Tuesday, January 5, 2021

Puzzle time tally

 


Description:

A light yellow sheet from a tear off note pad. Top left corner has musical notes and says “O Sing unto the Lord a New song! Psalm 98:1”  The bottom shows a product number 7263 1-86, and the words "With our Compliments Aid Association for Lutherans"  The old circle-on-a-stand-made-of dots logo, then "Appleton, Wisconsin 54919"

Written in pencil is a three column grid labeled, Start, Stop & Total.  Times are written and a total at the bottom shows 9:20  The 9:20 is written large at the top with a box around it.  There is some calculating math on the side.  There are some soot marks from my house fire. 

Story:

Crazy that I've kept this.  This and a surviving photo of my childhood bedroom with a card table, the puzzle in progress, are evidence of my obsession with the enterprise of puzzles and this puzzle in particular.  Obsession might be too strong of a word.  I enjoy jigsaw puzzles, but putting a puzzle together is not just a matter of putting a puzzle together.  Sometimes I challenge myself. There are various things to keep track of.  In this case I was finding out exactly how much time it took for me to do this puzzle.  The puzzle in question was a 1,000 piece Springbok puzzle of a launch of the Space Shuttle Columbia.  I know it was either the first or second launch because those were the only times that the external tank was painted white.  After that, NASA realized they could save thousands of dollars and a lot of weight by leaving it brown.  The picture was taken just seconds after lift off.   The picture shows launch tower, a billow of orange smoke and then a column of white.  The shuttle itself takes up very little of the picture, most of the image is a dark background.  I got the puzzle in the fourth grade.  The same time Sarah my older sister got a Springbok puzzle of the United States that was covered in cartoonish words and landmarks.  Sarah could pick up a piece, scan the picture on the box, and set it on the table in close approximation of where it would end up.  She had a much easier time of it.  I managed to get the shuttle and tower and even the white column of exhaust, but the majority of the puzzle was shades of dark and darker.  In a happy discovery we found that our puzzles had the same cut, so to help things in the end we were able to take advantage of how Springbok puzzles connect tight enough that you can pick them up.  We placed my unfinished puzzle on top of her completed one.  Then I could match the shapes to get it done.  It felt like cheating.  It was the first puzzle I had that was over 500 pieces and the first one where the pieces locked so well.  

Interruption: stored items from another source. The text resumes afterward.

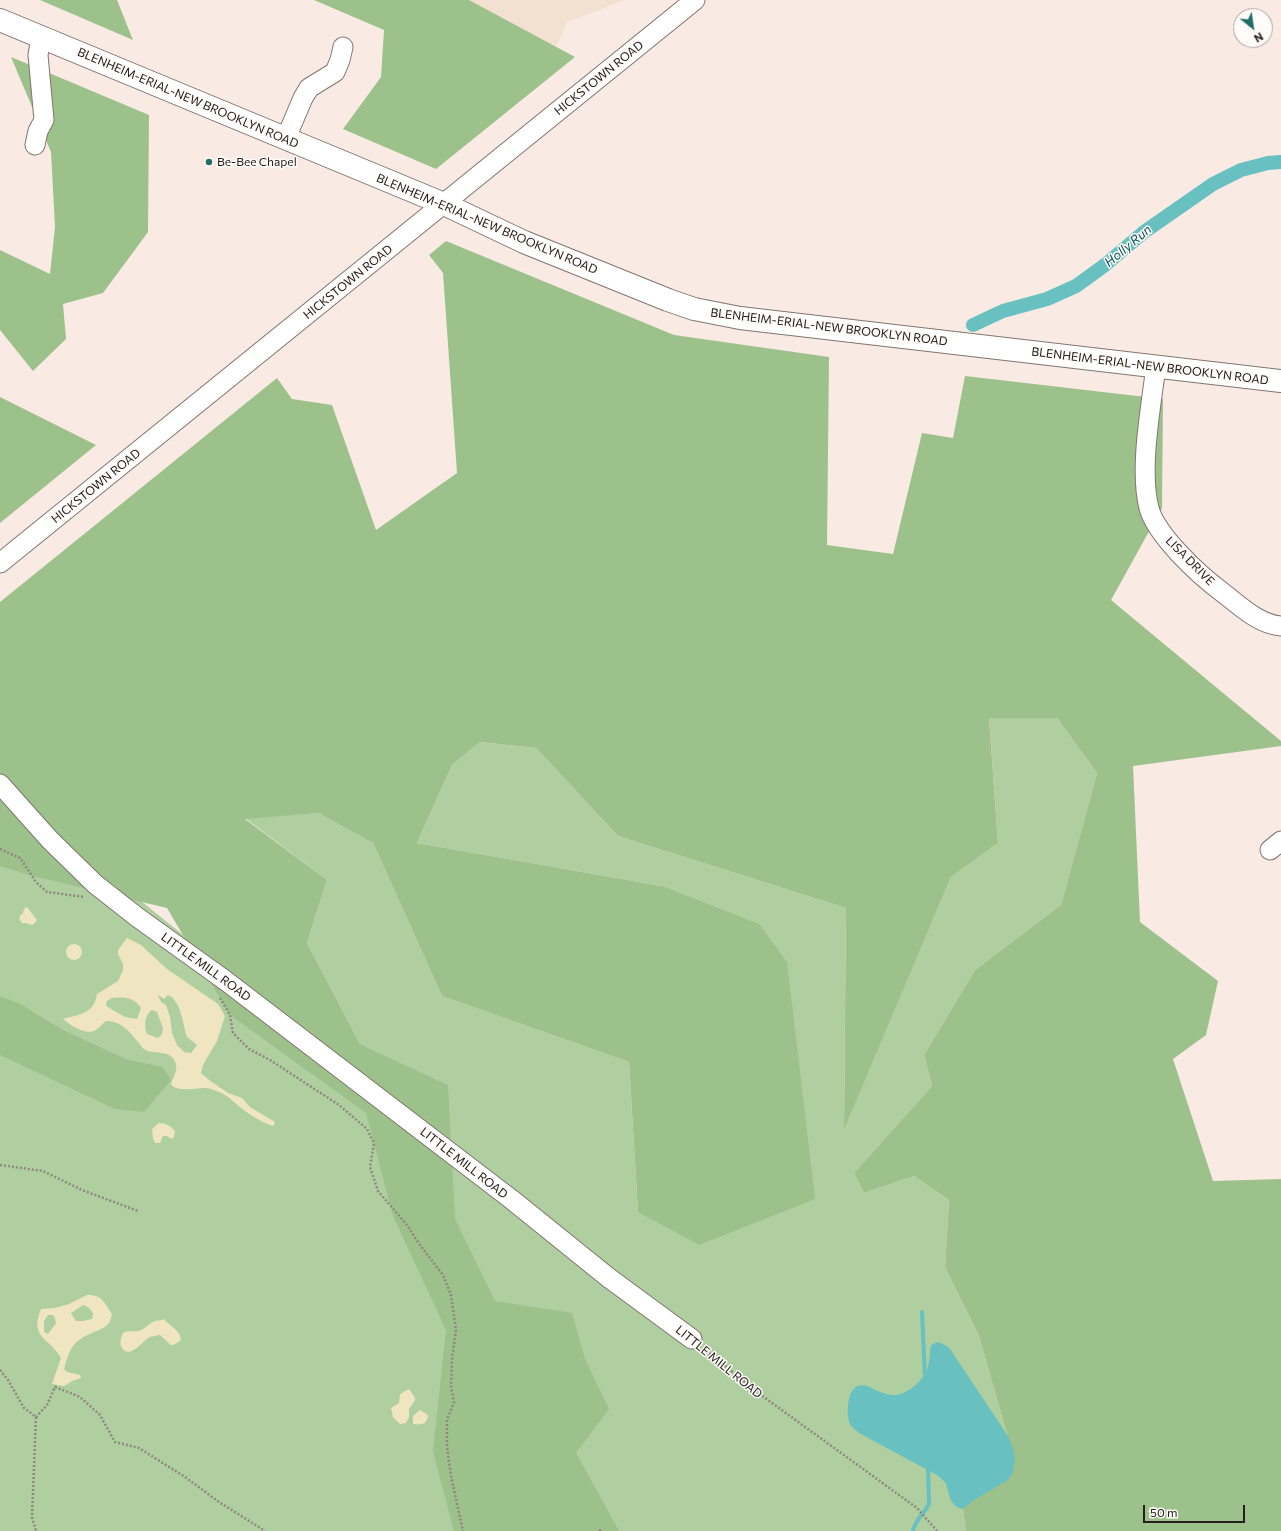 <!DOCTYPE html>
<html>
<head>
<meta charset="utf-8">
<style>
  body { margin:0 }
  #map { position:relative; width:1281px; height:1531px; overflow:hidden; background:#f9ebe4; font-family:Commissioner,sans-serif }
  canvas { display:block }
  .north { position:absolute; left:1233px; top:8px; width:40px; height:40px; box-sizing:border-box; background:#fefbf9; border:1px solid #a7a3a1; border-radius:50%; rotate:150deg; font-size:11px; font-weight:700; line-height:16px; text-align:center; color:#25201e }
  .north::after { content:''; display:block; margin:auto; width:14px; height:18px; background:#236d66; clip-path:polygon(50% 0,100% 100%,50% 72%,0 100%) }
  .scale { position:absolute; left:1143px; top:1505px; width:102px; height:18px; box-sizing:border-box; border:2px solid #25201e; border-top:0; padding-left:5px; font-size:12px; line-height:14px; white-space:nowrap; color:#25201e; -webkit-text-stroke:3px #fefbf9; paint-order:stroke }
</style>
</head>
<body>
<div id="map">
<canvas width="1281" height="1531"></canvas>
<div class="north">N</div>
<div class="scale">50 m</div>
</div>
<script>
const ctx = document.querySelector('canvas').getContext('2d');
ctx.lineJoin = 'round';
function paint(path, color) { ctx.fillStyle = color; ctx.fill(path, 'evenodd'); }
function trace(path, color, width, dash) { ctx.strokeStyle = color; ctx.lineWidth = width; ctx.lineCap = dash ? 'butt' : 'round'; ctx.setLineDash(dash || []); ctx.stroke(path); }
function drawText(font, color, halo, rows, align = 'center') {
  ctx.font = font + ' Commissioner,sans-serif'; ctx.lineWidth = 3; ctx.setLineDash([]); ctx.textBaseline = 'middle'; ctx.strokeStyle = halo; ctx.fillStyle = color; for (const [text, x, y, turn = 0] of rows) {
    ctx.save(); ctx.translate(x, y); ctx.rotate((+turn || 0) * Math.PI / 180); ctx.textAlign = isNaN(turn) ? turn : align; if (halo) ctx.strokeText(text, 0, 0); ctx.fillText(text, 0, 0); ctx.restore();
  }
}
paint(new Path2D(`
  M469 0H625L567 22 556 47Z`), '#f2e1d0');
paint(new Path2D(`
  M989 718H1057L1097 773 1061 905 975 970 924 1055 932 1086 854 1173 864 1193 914 1176 949 1200 945 1267 979 1336 1015 1462 963 1509 966 1531H0V853L141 901 451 1151 447 1085 360 1044 307 943 327 880 245 818 318 813 373 843 442 996 629 1062 638 1212 662 886 417 843 452 765 480 742 536 748 618 836 846 908 844 1127 951 877 998 843Z`), '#afcfa0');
paint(new Path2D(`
  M40 0H117L133 40Z
  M314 0H469L575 57 436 169 343 129 381 77 384 30Z
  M11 57 149 115 148 232 103 293 63 304 66 339 33 371 0 330V250L50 274 55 227 51 152Z
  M446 241 674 335 829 357 827 545 893 554 922 433 953 438 965 376 1163 399 1162 508 1111 600 1281 741V746L1133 766 1140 922 1218 981 1206 1035 1173 1059 1213 1181 1281 1179V1531H966L963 1509 1015 1462 979 1336 945 1267 949 1200 914 1176 864 1193 854 1173 932 1086 924 1055 975 970 1061 905 1097 773 1057 718H989L998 843 951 877 844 1129 846 908 618 836 536 748 480 742 452 765 417 843 662 886 759 924 787 962 815 1199 699 1245 638 1212 629 1062 442 996 373 843 318 813 245 819 327 880 307 943 360 1044 448 1085 455 1219 495 1301 572 1313 585 1359 609 1409 576 1453 619 1531H454L433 1451 446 1330 393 1216 366 1113 230 1015 167 908 37 877 0 866V602L277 378 292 399 332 405 376 530 457 473 443 273 429 255Z
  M0 397 96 445 0 523Z
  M0 996 20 1004 61 1029 128 1060 163 1067 171 1080 144 1112 115 1109 0 1055Z`), '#9cc18b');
paint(new Path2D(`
  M27 907 37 920 34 924 32 925 26 923H22L19 919 20 916 23 913 24 909Z
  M127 938 141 945 167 969 218 1004 225 1016 217 1041 203 1065 201 1073 209 1080 228 1093 242 1098 250 1107 275 1122 273 1126C260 1122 244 1111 234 1102 229 1098 225 1094 219 1092 215 1090 211 1089 207 1088 196 1087 180 1093 171 1085 172 1078 178 1071 176 1064 171 1048 155 1056 144 1049 142 1048 140 1044 138 1042 129 1031 121 1021 106 1021 102 1024 99 1028 96 1030 86 1036 70 1025 63 1019 80 1014 94 1014 97 994L118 981 123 970V964L118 954V950ZM158 995 164 999 168 995C181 1000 183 1025 187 1037L197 1045 191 1053 184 1052 177 1045 172 1033 170 1017 166 1005 161 1002ZM112 998C124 997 134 997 141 1008L137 1019 125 1017 106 1006 107 1001ZM152 1010 157 1012 163 1028 162 1034 158 1038 147 1034C144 1026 144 1015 152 1010Z
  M66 952a8 8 0 1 1 16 0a8 8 0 1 1-16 0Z
  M159 1123C166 1123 171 1126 175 1131L174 1137 171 1139 167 1136H163L160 1143H155L153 1139 152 1129Z
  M87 1295C102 1295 104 1302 112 1314L110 1322C106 1327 100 1330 94 1332 73 1341 70 1347 64 1369L67 1372 80 1375 81 1378 72 1381 64 1386 52 1384 61 1358C49 1337 29 1338 41 1309L55 1308 69 1304ZM83 1305 88 1307 93 1313 92 1319 83 1321H76L71 1313ZM48 1315H53L55 1318 56 1323 48 1334 44 1332V1321Z
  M164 1319C170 1327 180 1329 181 1340 177 1343 175 1345 171 1345L160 1335C156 1336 151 1336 148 1338 144 1340 130 1360 122 1348 119 1344 121 1337 123 1333 128 1330 133 1332 139 1331 145 1329 149 1323 155 1321 159 1320 161 1321 164 1319Z
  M409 1389 415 1398V1400L409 1409V1417L406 1423 400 1424 393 1417 391 1408 399 1403 400 1394Z
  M420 1410 428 1415C427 1425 421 1425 413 1424V1416Z`), '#efe5c0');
paint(new Path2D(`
  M938 1342 947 1346 950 1349 1008 1436 1014 1451 1015 1462 1013 1472 1008 1480 974 1500 963 1509C949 1506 950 1495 946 1484 944 1480 940 1478 937 1475L859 1433C856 1430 852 1428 850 1424 846 1415 847 1389 858 1386 867 1383 872 1389 880 1392 884 1393 889 1395 892 1395 905 1396 921 1383 926 1372 930 1364 929 1354 931 1345Z`), '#69c0c1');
trace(new Path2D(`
  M922 1312 925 1379
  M913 1531C915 1520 924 1514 929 1504L928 1466`), '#69c0c1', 4);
trace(new Path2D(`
  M973 325 1003 311 1047 299 1076 286 1105 265 1144 232 1213 184 1241 170 1268 163 1281 162`), '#69c0c1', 14);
const minor = new Path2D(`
  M286 138 303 98 309 88 335 72 340 60 343 47
  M35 145 38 131 44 120 38 55 41 37
  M1156 366C1151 407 1139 469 1149 508 1156 535 1199 575 1222 592 1239 605 1258 624 1281 626
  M0 563 695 0
  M0 784 50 840 95 884 137 917 226 981 511 1199 609 1278 692 1339
  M1270 850 1281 841`);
const major = new Path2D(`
  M0 20 444 204 524 242 668 300 694 309 740 318 1281 381`);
trace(minor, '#81756e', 21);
trace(major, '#81756e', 24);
trace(new Path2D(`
  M0 849 20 858 36 882 47 892 85 897
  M220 998 230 1015 233 1033 249 1049 270 1060 339 1105 367 1129 374 1143 370 1167 378 1191 407 1225 420 1245 443 1275 451 1295 456 1330 452 1359 451 1386 454 1403 447 1419V1447L451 1476 463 1531
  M0 1165 43 1171 82 1190 138 1211
  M703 1348 761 1395 917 1508 937 1531
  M0 1370 8 1380 24 1408 36 1417 47 1405 55 1387 80 1397 100 1415 115 1442 139 1448 185 1477 219 1502 265 1531
  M36 1417 32 1517 36 1531
  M600 1531V1529`), '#908682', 2.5, [2, 2]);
trace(minor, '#fff', 19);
trace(major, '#fff', 22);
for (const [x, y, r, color] of [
  [209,162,4,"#236d66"]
]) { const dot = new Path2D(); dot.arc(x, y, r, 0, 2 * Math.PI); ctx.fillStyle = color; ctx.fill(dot); trace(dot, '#fefbf9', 1.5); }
drawText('12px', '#25201e', '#fefbf9', [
  ["HICKSTOWN ROAD",599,78,-39],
  ["BLENHEIM-ERIAL-NEW BROOKLYN ROAD",188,98,23],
  ["BLENHEIM-ERIAL-NEW BROOKLYN ROAD",487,224,23],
  ["HICKSTOWN ROAD",348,282,-39],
  ["BLENHEIM-ERIAL-NEW BROOKLYN ROAD",829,327,7],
  ["BLENHEIM-ERIAL-NEW BROOKLYN ROAD",1150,366,7],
  ["HICKSTOWN ROAD",96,486,-39],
  ["LISA DRIVE",1190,561,45],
  ["LITTLE MILL ROAD",206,967,36],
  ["LITTLE MILL ROAD",464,1163,38],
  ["LITTLE MILL ROAD",719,1362,39]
]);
drawText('12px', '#25201e', '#fefbf9', [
  ["Be-Bee Chapel",217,162]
], 'left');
drawText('italic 13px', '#035556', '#fefbf9', [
  ["Holly Run",1128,246,-40]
]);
</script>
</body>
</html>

In later years I would do that puzzle several more times, without help.  I became more focused on noticing the nuances of shape.  Shape and shade sorting became standard practice.  When I was in high school I decided to see how long it took me to put it together unaided.  Nine hours and 20 minutes speaks to the difficulty of the pictures.  I have some 1,000 piece puzzles that have more colorful pictures that I can put together in an afternoon.  I’m not sure if I have a copy of the log of “mistakes.”  We had a ping pong table in our basement in North Dakota and I often spread out my puzzling endeavor on it.  There was a while I would take all the pieces out of the box and lay them out in a grid, and with simple multiplication know exactly how many pieces were in the puzzle. I would then attempt to assemble it with the rule that I shouldn’t touch the pieces until I was certain they belonged together.  I would keep track of how many times I messed up and then calculate an error-per-pieces calculation.  This shows that I not only enjoy doing puzzles, but I like statistics.  

The emphasis on spatial reasoning: visually moving the pieces in my head before I picked them up, I attribute to my father.  Not that he really had those skills, or set out to teach us to think that way, but we would give him puzzles and he would not let us touch the pieces.  So the only way we could help him was to “make suggestions.”  “Dad, I think that piece might go there,” we’d say, pointing a piece and place. He would pick up the piece and always try it out a wrong way first, and then the right way.  If it didn’t fit any way he’d say “Awk, you’re wasting my time.”  By "we," I mean Sarah and me.  Mom and Rebecca had no patience for such challengers.  There are a few artifacts that pay tribute to my love of jigsaw puzzles, but few that highlight the obsessive ways that I often put them together.

Sadly, my Space Shuttle puzzle is now buried in a landfill, with the remains of our mobile home, lost like mythical Atlantis.